Dr L was the duty doctor on call. She received a message from reception. Mrs A had been in and had asked for a repeat prescription for her warfarin tablets. She was only issued with a prescription for warfarin last week and the computer would not allow the receptionist to issue a further prescription. Also her INR test was three weeks overdue.
Mrs A told the receptionist that she was going to stay with her sister in France for ten weeks and needed extra warfarin tablets. She also asked for antibiotics in case she got diarrhoea whilst away. She wanted to come back at 4pm to collect the prescriptions, as she was flying off the following day.
Dr L was concerned about this request and telephoned Medical Protection for advice.
Medicolegal adviser Dr Rachel Birch shares her advice…
The GMC states that doctors must “prescribe drugs or treatment, including repeat prescriptions, only when you have adequate knowledge of the patient’s health, and are satisfied that the drugs or treatment serve the patient’s needs”. Doctors should also ensure that the treatment is compatible with any other treatments the patient is receiving.
The GMC also provides specific prescribing guidance, which advises:
- Doctors are responsible for the prescriptions that they sign and should be prepared to justify any decision to prescribe.
- Doctors do not have to prescribe treatments that they do not consider to be of overall benefit to patients, even if patients ask for such treatments. However, they should discuss the request with the patient, explain their reasons and advise the patient of their right to seek a second opinion.
- Doctors should, together with the patient, make an assessment of their condition before deciding to prescribe a medicine.
- Doctors should explain to patients the likely benefits and risks of treatments, including side effects.
- Advice should include how to take the medicine and how to adjust the dose.
- Doctors are responsible for the safe monitoring of a medication, including blood tests. If doctors prescribe for patients who are overseas, they should consider how the condition may be safely monitored. They should also consider whether they have appropriate professional protection to treat patients overseas.
Advice on Dr L’s case:
- The patient was overdue her INR test and this could present a risk if the patient was to go away for ten weeks.
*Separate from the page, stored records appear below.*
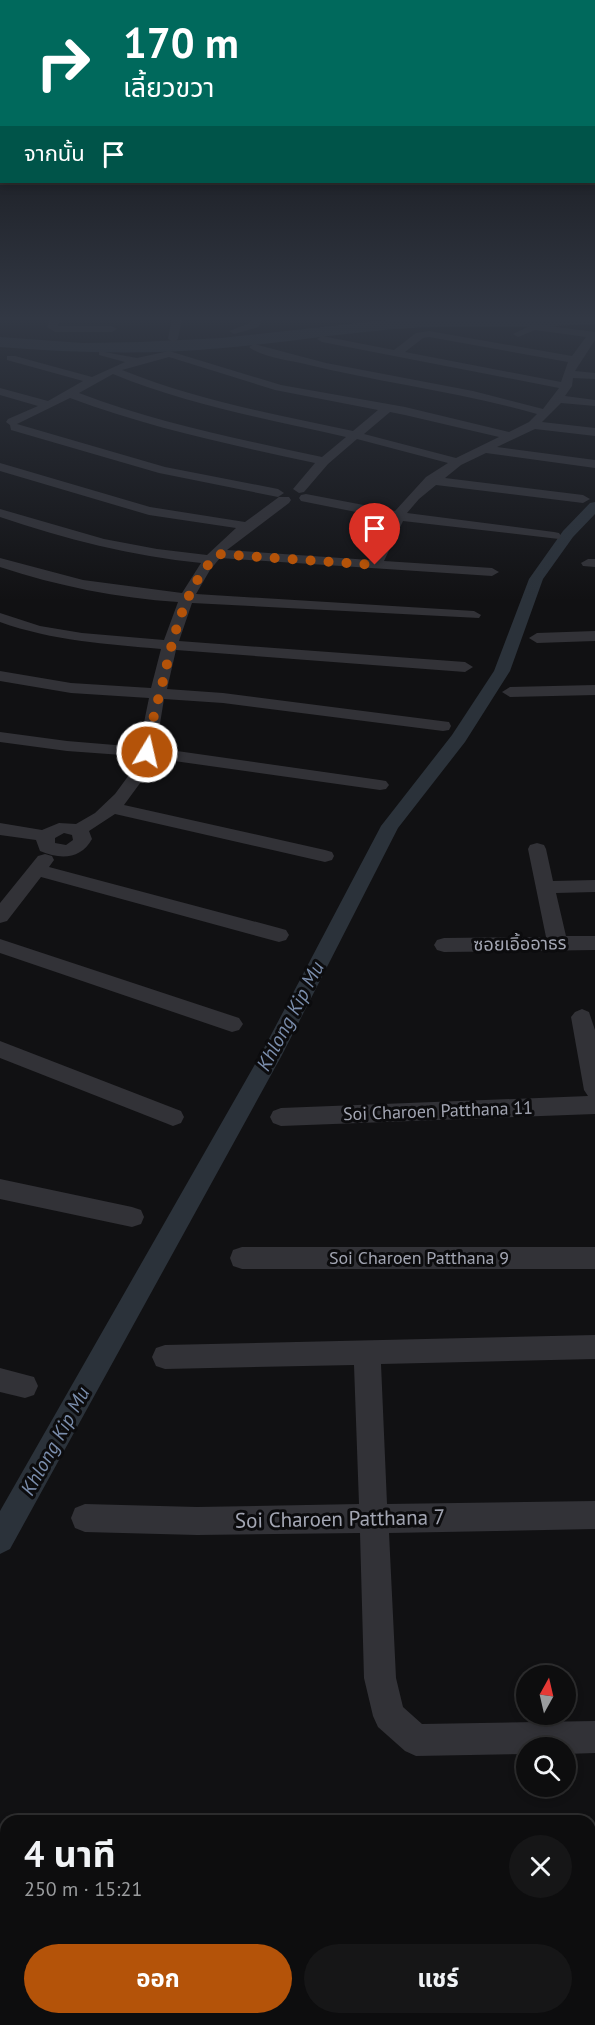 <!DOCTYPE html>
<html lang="th">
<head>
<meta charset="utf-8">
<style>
  :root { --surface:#0d0d0e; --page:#161617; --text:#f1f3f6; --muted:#9a9c9e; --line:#2d2d2e; --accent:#b45309 }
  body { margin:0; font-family:"PT Sans","Noto Sans Thai",sans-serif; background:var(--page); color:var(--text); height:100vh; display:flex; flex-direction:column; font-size:22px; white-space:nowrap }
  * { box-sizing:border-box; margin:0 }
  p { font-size:20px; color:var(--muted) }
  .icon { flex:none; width:33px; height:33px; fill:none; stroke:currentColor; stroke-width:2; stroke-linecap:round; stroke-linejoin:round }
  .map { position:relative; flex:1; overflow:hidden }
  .sheet { position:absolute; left:0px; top:1815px; width:596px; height:210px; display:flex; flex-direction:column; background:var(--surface); border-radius:18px 18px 0 0; box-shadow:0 3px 9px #0003,0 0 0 2px var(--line) }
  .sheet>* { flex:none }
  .hud { position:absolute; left:0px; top:0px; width:596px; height:183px; box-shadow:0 3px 9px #0003,0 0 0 2px var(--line); background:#00695c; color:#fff; overflow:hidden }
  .needle { width:39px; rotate:8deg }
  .buttons { position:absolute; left:516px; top:1665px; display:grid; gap:12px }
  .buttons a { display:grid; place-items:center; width:60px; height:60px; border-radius:50%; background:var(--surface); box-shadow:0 3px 9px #0003,0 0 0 2px var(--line); font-size:30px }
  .pin { position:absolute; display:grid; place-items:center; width:51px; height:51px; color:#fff; margin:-62px -26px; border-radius:50% 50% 50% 0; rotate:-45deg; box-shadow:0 0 6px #0007 }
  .pin .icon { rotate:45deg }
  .me { position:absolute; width:66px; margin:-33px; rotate:9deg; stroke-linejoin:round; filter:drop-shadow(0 0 4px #0008) }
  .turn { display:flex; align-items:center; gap:21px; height:126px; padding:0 24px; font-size:27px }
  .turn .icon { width:78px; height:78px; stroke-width:2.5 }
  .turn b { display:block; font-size:42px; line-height:51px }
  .then { display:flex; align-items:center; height:57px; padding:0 24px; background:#0003; gap:12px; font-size:22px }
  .round { display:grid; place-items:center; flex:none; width:63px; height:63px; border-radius:32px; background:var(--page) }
  .head { display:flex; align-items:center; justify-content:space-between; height:102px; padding:0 24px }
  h1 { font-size:36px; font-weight:700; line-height:45px }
  .button { display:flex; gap:12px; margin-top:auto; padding:12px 24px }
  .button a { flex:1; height:69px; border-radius:36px; background:var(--accent); color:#fff; font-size:24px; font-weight:700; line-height:69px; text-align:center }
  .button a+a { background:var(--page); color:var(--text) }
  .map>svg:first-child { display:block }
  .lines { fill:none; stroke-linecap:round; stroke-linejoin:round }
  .canal { fill:#2b323a; fill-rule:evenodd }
  .river { fill:#2b323a; fill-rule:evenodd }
  .minor { fill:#323237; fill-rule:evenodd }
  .route { stroke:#b45309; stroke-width:10; stroke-dasharray:0 18 }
  .labels { text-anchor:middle; stroke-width:6; stroke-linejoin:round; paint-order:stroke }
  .street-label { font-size:18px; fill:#a3a6b3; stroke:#0c0c0e }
  .water-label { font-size:20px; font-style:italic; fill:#7b8ead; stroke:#0c0c0e }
  .near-street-label { font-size:21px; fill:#a3a6b3; stroke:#0c0c0e }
</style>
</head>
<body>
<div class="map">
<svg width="595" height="2025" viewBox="0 0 595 2025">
  <rect width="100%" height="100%" fill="#111113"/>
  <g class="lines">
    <polygon class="canal" points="595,502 595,514 573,537 543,579 510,671 465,742 398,828 282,1055 10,1549 0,1554 0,1511 262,1052 381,826 452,735 494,671 529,579 563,531 590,503"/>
    <path class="river" d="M595 318V324C528 329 462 324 395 329 337 334 280 343 223 348 148 355 74 353 0 347V337L83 343 140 342 221 338 395 319Z"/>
    <g class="minor">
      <polygon points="51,318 61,318 58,326 112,326 117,329 112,332 55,332 47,327"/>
      <polygon points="172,318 182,318 178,339 173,342 168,339"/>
      <polygon points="252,318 262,318 259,327 234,334 229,331 250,323"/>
      <path d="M534 324 595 332V340L575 371 595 373V379L573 378 572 386 565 396 595 400V406L561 403 542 422 595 428V436L535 429 497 447 595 460V468L486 453 461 465 445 478 583 495 590 499 583 503 436 485 419 499 407 513 554 532 559 533 561 536 559 539 403 521 384 561 492 568 499 572 492 576 220 558 210 570 196 594 474 611 481 615 479 618 192 603 179 641 465 662 473 667 465 672 176 650 167 689 223 693 449 722 451 726 449 730 443 731 223 703 164 699 156 748 380 780 386 781 389 785 386 789 380 790 153 758 146 775 124 805 325 850 332 852 334 856 332 860 325 862 115 814 89 831 92 839C81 859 61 860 40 851L36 840 0 835V823L42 830 59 823 76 824 95 813 115 794 129 775 136 756 67 751 0 742V732L67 741 139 747 149 698 71 693 0 681V671L71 683 151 688 161 649C106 644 53 641 0 622V613L40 626 82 633 164 640 178 602C118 598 57 586 0 567V558L83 580 182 593 201 563C132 556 65 539 0 517V509L104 539 157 549 207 555 236 528 149 515 0 471V463L150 507 245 522 279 497H289L291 500 289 503 227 550 370 560 391 519 301 501 299 498 301 495 306 494 395 511 426 477 448 463 357 439 328 464 304 492 299 493 293 489 315 463C232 445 150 428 70 398L17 424 165 467 278 489 284 493 278 497 159 473 11 430 10 425 6 422 8 419 38 406 0 395V388L48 401 83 381 7 360V356H15L92 377 125 362 99 355V351L137 358 169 351 281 385 405 407 509 432 529 422 537 414C461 392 382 383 305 364 290 361 259 356 249 347L254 344 326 363 473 391 543 409 559 388 322 342 317 339 322 336 394 350 416 333 429 331 572 356 586 337 535 330 518 337 513 334ZM429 337 568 362 561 382 405 352 423 338ZM169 357 275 390 378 410 353 431C274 414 196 400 122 370ZM113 374C188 405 267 419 346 437L322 457C239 439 158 423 79 393ZM390 412 405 415 499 437 456 458 364 434ZM64 833 72 835 73 840 66 845 55 843V838Z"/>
      <polygon points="588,559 595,559 595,567 583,566 581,563"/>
      <polygon points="595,631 595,641 537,643 529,638 537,633"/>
      <polygon points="595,685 595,695 510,697 502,692 510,687"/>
      <polygon points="537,843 544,845 546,849 553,881 595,880 595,892 556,893 566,936 595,936 595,950 444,952 437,950 434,945 437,940 444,938 546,937 528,849 530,845"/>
      <polygon points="45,854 52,856 54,860 49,867 279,928 286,930 289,935 286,940 279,942 41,877 7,921 0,923 0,903 38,856"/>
      <polygon points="0,939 239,1018 243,1024 239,1030 232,1032 0,953"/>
      <polygon points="582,1009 589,1012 595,1030 595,1114 281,1126 273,1123 270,1117 273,1111 281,1108 588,1096 584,1090 571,1017 575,1012"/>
      <polygon points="0,1041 181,1111 184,1117 181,1123 173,1126 0,1058"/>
      <polygon points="0,1179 132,1207 141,1210 144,1217 141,1224 132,1227 0,1199"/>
      <polygon points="242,1247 595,1247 595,1269 242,1269 233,1266 230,1258 233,1250"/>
      <polygon points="595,1335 595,1359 381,1364 387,1504 595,1501 595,1529 389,1533 396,1678 403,1707 422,1724 595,1721 595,1753 566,1754 566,1748 526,1748 526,1754 416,1756 405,1751 378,1727 373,1716 364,1678 360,1533 197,1535 85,1532 75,1528 71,1518 75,1508 85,1504 197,1507 359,1504 354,1365 165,1369 156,1366 152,1357 156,1348 165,1345"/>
      <polygon points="0,1368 34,1377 38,1386 34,1395 25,1398 0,1392"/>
    </g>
  </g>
  <linearGradient id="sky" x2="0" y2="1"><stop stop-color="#09090a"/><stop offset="0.53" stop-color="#323844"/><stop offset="1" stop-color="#323844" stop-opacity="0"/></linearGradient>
  <rect width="595" height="601" fill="url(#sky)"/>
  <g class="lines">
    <path class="route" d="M147 752C150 732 154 713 160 693 172 645 181 590 218 554L375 565"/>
  </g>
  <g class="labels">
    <g class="street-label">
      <text transform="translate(520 944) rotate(-1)" y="6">ซอยเอิ้ออาธร</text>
      <text transform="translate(438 1111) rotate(-2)" y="6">Soi Charoen Patthana 11</text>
      <text x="419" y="1264">Soi Charoen Patthana 9</text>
    </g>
    <g class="water-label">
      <text transform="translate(290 1016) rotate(-62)" y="7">Khlong Kip Mu</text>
      <text transform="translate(55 1441) rotate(-61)" y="7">Khlong Kip Mu</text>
    </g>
    <g class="near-street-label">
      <text transform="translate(340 1519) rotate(-1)" y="7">Soi Charoen Patthana 7</text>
    </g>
  </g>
</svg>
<div class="buttons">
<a><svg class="needle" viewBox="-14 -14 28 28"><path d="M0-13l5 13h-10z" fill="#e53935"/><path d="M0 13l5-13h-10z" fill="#9a9c9e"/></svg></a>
<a><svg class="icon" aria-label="search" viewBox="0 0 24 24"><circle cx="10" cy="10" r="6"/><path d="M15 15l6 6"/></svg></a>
</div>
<div class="pin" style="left:375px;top:565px;background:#d93025"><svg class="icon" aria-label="arrive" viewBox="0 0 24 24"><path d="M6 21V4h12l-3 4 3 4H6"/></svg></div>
<svg class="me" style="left:147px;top:752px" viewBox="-20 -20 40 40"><circle r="17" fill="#b45309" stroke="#fff" stroke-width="3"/><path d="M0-11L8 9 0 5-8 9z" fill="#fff"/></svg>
<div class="hud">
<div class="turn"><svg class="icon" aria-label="right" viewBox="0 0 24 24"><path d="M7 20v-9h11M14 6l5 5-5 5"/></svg><div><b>170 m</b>เลี้ยวขวา</div></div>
<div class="then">จากนั้น<svg class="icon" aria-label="arrive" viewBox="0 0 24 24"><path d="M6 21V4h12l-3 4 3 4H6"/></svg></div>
</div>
<section class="sheet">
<div class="head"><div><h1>4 นาที</h1><p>250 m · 15:21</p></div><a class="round"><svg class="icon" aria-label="close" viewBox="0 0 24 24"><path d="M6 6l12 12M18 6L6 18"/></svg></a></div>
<div class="button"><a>ออก</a><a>แชร์</a></div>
</section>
</div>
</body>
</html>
- Consider INR monitoring abroad, since she is away for so long.
- Consider the GMC guidance and assess the patient in person. She may require an INR prior to her departure.
- Consider potential interactions of warfarin and antibiotics and whether the patient could be safely monitored abroad.
- Be aware of the risks of prescribing “just in case” medication – it would be safer and preferable for the patient to seek medical review if she were to become unwell abroad.
- It might be difficult for Dr L to justify prescribing “just in case” antibiotics, in the event that harm came to the patient abroad. She would not be able to make an adequate assessment of the patient at the time, and would have no way of knowing if the diarrhoea was due to bacteria or another cause.
Dr L arranged to see Mrs A at the end of her morning surgery. She took an INR blood test and arranged for the result to be telephoned back to the practice that afternoon. She explained her concerns about prescribing “just in case” antibiotics and advised the patient to seek medical review if she became unwell abroad.
She also advised the patient to have her INR checked whilst away by her sister’s GP. She provided the patient with a copy of her recent INR results and details of her warfarin dose, so that she could show this to her sister’s GP. She advised the patient to ensure that she had adequate health insurance. The patient thanked Dr L for her time in attending to her and telephoned the surgery prior to her holiday to obtain her INR result.